• **GIVEN DATA**
=== Begin Enclosure ===
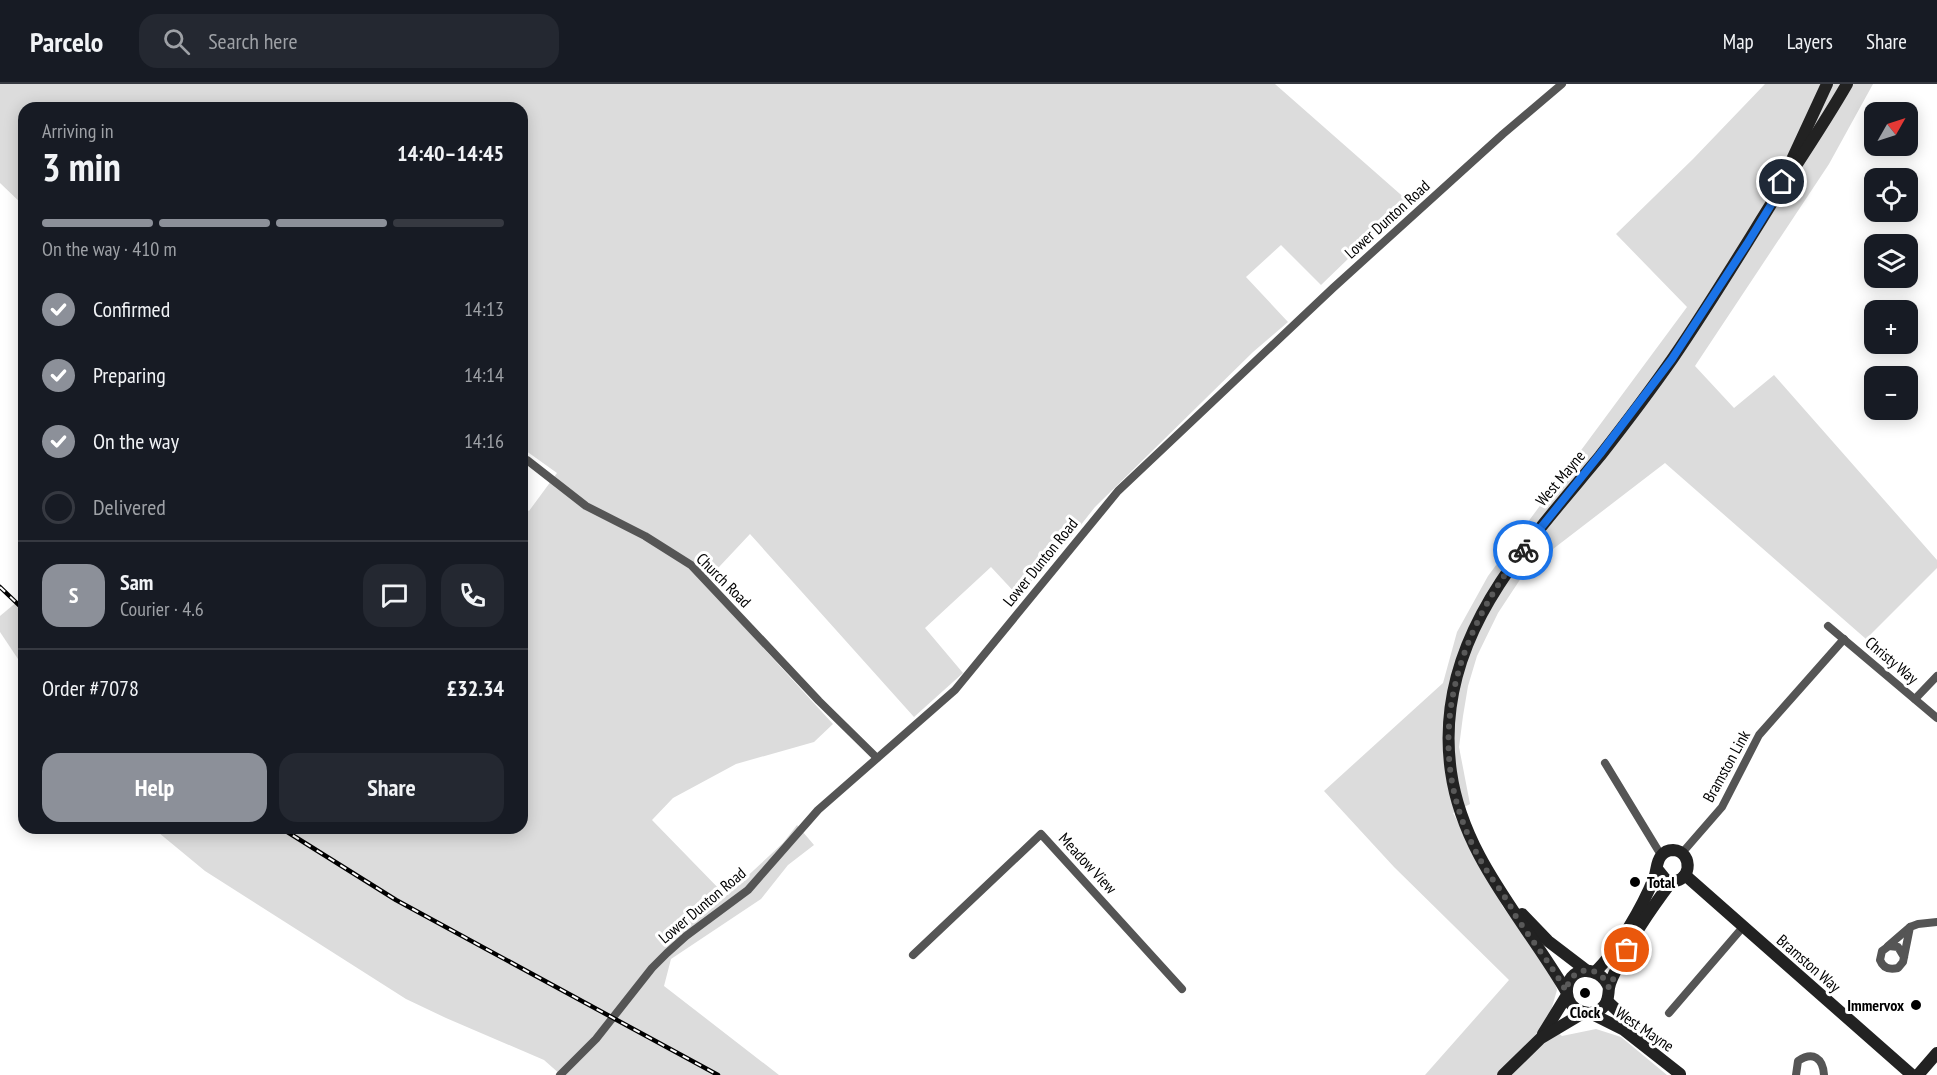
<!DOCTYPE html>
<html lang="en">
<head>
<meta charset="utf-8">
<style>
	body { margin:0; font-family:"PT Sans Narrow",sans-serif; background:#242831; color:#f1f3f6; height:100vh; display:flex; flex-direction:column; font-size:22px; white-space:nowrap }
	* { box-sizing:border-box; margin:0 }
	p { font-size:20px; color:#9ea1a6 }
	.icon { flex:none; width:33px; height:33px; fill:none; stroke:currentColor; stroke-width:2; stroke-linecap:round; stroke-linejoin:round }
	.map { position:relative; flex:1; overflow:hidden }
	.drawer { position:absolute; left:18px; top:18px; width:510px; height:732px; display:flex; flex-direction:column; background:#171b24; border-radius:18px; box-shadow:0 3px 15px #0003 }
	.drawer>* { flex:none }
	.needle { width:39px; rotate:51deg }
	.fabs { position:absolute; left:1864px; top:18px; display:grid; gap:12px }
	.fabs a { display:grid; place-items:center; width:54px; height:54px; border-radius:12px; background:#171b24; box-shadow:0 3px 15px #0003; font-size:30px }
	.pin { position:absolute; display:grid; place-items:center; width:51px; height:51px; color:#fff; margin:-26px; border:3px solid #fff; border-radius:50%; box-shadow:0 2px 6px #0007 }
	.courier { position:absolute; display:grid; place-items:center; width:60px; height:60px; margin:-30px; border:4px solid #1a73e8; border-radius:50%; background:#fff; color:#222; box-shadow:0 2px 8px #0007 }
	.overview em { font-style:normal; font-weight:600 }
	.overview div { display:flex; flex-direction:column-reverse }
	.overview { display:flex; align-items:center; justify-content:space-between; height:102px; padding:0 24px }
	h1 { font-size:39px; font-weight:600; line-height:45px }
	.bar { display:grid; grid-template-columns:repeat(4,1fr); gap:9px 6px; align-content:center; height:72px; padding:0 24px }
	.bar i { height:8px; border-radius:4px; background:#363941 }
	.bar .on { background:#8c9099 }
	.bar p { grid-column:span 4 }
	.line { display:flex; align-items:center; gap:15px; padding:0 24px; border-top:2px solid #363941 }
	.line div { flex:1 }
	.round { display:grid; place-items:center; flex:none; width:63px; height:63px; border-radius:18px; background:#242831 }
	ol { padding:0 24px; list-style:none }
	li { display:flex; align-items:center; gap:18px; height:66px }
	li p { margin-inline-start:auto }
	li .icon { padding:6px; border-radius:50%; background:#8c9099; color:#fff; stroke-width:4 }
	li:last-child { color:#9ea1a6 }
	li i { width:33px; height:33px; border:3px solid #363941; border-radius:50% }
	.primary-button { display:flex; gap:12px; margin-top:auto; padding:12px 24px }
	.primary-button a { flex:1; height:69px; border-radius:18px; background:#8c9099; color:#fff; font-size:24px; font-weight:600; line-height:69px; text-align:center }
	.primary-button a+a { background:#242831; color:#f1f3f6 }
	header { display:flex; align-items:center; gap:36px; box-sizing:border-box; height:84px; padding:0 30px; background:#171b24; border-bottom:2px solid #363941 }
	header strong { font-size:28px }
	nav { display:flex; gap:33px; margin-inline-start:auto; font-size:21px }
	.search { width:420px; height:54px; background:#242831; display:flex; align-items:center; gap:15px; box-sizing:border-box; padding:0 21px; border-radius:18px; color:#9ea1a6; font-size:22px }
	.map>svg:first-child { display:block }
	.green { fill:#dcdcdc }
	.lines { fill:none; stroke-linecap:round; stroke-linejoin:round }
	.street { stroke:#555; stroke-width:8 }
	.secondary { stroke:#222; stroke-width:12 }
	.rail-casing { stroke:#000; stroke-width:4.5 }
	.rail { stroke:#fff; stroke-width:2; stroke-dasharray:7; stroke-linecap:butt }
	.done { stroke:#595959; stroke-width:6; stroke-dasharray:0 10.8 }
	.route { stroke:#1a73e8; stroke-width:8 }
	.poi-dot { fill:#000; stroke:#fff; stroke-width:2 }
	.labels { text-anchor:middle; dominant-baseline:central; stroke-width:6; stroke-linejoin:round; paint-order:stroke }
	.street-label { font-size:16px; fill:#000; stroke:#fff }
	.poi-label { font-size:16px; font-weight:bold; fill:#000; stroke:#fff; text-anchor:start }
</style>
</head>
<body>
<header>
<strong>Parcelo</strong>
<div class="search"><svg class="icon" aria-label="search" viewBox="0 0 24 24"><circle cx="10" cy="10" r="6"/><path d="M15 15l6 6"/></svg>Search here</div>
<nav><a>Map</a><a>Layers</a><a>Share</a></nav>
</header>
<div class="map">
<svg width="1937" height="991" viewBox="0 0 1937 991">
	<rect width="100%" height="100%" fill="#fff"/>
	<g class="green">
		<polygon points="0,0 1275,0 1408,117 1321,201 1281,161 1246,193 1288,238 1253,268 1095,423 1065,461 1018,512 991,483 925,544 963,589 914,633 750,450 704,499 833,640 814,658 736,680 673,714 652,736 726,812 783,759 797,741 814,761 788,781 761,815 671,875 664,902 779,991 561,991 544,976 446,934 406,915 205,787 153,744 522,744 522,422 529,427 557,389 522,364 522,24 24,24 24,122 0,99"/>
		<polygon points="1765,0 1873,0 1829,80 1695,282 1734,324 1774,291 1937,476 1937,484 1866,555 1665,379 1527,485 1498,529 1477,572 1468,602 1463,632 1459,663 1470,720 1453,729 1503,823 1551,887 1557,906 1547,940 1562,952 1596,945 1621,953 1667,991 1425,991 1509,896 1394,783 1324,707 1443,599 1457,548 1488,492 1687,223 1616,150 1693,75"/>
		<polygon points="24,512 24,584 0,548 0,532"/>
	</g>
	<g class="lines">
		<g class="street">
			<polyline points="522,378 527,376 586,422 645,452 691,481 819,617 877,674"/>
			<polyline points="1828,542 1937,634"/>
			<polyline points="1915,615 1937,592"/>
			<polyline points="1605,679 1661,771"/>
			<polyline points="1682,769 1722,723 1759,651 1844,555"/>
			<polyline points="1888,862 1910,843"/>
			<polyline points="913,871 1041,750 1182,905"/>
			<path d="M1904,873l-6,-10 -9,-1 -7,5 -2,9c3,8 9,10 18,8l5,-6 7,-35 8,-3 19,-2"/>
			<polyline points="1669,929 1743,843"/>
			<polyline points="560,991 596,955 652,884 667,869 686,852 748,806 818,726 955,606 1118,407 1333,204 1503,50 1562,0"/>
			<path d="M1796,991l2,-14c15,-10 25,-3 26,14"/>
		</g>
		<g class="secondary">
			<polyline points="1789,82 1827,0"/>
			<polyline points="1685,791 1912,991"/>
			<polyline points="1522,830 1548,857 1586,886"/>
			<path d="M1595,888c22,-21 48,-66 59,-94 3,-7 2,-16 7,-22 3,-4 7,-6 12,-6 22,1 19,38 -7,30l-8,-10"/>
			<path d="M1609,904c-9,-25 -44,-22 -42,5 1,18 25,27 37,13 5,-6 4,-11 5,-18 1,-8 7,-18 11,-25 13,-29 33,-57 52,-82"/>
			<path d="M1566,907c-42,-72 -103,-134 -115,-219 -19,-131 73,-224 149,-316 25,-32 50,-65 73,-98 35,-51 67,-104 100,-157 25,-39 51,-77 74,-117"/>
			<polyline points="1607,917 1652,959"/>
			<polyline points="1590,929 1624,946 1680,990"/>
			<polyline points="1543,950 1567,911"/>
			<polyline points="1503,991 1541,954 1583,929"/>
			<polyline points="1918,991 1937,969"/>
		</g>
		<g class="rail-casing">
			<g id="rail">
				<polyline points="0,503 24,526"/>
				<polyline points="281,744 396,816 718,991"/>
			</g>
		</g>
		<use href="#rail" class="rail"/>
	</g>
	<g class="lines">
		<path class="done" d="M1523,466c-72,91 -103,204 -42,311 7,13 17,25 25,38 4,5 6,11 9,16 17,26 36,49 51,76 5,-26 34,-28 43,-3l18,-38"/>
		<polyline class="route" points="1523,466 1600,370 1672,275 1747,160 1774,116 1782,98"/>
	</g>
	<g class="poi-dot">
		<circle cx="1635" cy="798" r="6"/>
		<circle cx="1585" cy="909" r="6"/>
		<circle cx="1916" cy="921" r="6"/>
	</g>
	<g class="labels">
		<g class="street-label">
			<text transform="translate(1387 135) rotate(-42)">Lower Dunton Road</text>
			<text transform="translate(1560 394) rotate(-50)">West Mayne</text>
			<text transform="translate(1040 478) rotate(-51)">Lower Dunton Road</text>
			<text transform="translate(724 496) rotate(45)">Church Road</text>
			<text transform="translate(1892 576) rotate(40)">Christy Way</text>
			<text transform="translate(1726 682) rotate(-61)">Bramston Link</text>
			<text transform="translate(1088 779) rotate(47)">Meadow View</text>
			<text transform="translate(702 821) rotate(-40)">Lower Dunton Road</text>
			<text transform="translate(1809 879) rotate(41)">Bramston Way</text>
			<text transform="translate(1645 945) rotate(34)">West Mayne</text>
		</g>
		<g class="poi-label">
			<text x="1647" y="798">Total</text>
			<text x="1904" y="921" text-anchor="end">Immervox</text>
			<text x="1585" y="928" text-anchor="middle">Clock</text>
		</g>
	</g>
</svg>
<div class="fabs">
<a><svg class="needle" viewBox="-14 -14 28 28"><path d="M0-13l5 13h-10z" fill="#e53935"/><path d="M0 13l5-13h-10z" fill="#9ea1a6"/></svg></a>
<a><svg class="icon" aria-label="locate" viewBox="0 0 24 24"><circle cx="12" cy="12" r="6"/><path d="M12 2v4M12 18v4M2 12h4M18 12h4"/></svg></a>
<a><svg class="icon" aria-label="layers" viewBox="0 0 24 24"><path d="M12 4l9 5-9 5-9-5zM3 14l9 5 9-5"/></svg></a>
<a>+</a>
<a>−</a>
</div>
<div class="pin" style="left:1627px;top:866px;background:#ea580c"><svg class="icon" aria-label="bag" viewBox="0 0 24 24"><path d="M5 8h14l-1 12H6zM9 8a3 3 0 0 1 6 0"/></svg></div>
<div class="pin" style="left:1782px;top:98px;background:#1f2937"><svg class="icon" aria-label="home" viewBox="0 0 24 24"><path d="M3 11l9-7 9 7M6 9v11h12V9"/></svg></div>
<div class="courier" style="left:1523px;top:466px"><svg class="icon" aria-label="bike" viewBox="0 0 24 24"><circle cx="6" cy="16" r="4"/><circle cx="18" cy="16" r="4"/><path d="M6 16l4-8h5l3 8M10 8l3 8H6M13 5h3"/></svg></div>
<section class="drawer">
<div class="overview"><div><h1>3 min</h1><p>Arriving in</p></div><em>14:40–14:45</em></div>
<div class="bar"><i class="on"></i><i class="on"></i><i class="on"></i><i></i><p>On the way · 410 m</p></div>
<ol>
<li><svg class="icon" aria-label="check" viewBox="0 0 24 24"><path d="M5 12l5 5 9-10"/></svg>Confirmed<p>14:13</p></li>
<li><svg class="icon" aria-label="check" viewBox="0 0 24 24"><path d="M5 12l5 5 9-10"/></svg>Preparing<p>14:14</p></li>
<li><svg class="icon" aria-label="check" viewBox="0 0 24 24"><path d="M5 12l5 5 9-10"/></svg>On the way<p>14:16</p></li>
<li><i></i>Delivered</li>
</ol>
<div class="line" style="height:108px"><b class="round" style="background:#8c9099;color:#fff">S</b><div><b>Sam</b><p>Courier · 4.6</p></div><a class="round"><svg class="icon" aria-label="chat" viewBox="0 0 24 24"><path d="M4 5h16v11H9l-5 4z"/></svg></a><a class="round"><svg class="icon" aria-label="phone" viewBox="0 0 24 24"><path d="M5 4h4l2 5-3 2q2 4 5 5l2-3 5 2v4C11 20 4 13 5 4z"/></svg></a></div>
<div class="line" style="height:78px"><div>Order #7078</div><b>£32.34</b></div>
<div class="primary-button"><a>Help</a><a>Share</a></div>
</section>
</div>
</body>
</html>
=== End Enclosure ===
• **EXERCISE DIRECTIONS**
The expected answer is a copy of each line in the listing above that contains "shadow".

• **ANSWER SPACE**
	.drawer { position:absolute; left:18px; top:18px; width:510px; height:732px; display:flex; flex-direction:column; background:#171b24; border-radius:18px; box-shadow:0 3px 15px #0003 }
	.fabs a { display:grid; place-items:center; width:54px; height:54px; border-radius:12px; background:#171b24; box-shadow:0 3px 15px #0003; font-size:30px }
	.pin { position:absolute; display:grid; place-items:center; width:51px; height:51px; color:#fff; margin:-26px; border:3px solid #fff; border-radius:50%; box-shadow:0 2px 6px #0007 }
	.courier { position:absolute; display:grid; place-items:center; width:60px; height:60px; margin:-30px; border:4px solid #1a73e8; border-radius:50%; background:#fff; color:#222; box-shadow:0 2px 8px #0007 }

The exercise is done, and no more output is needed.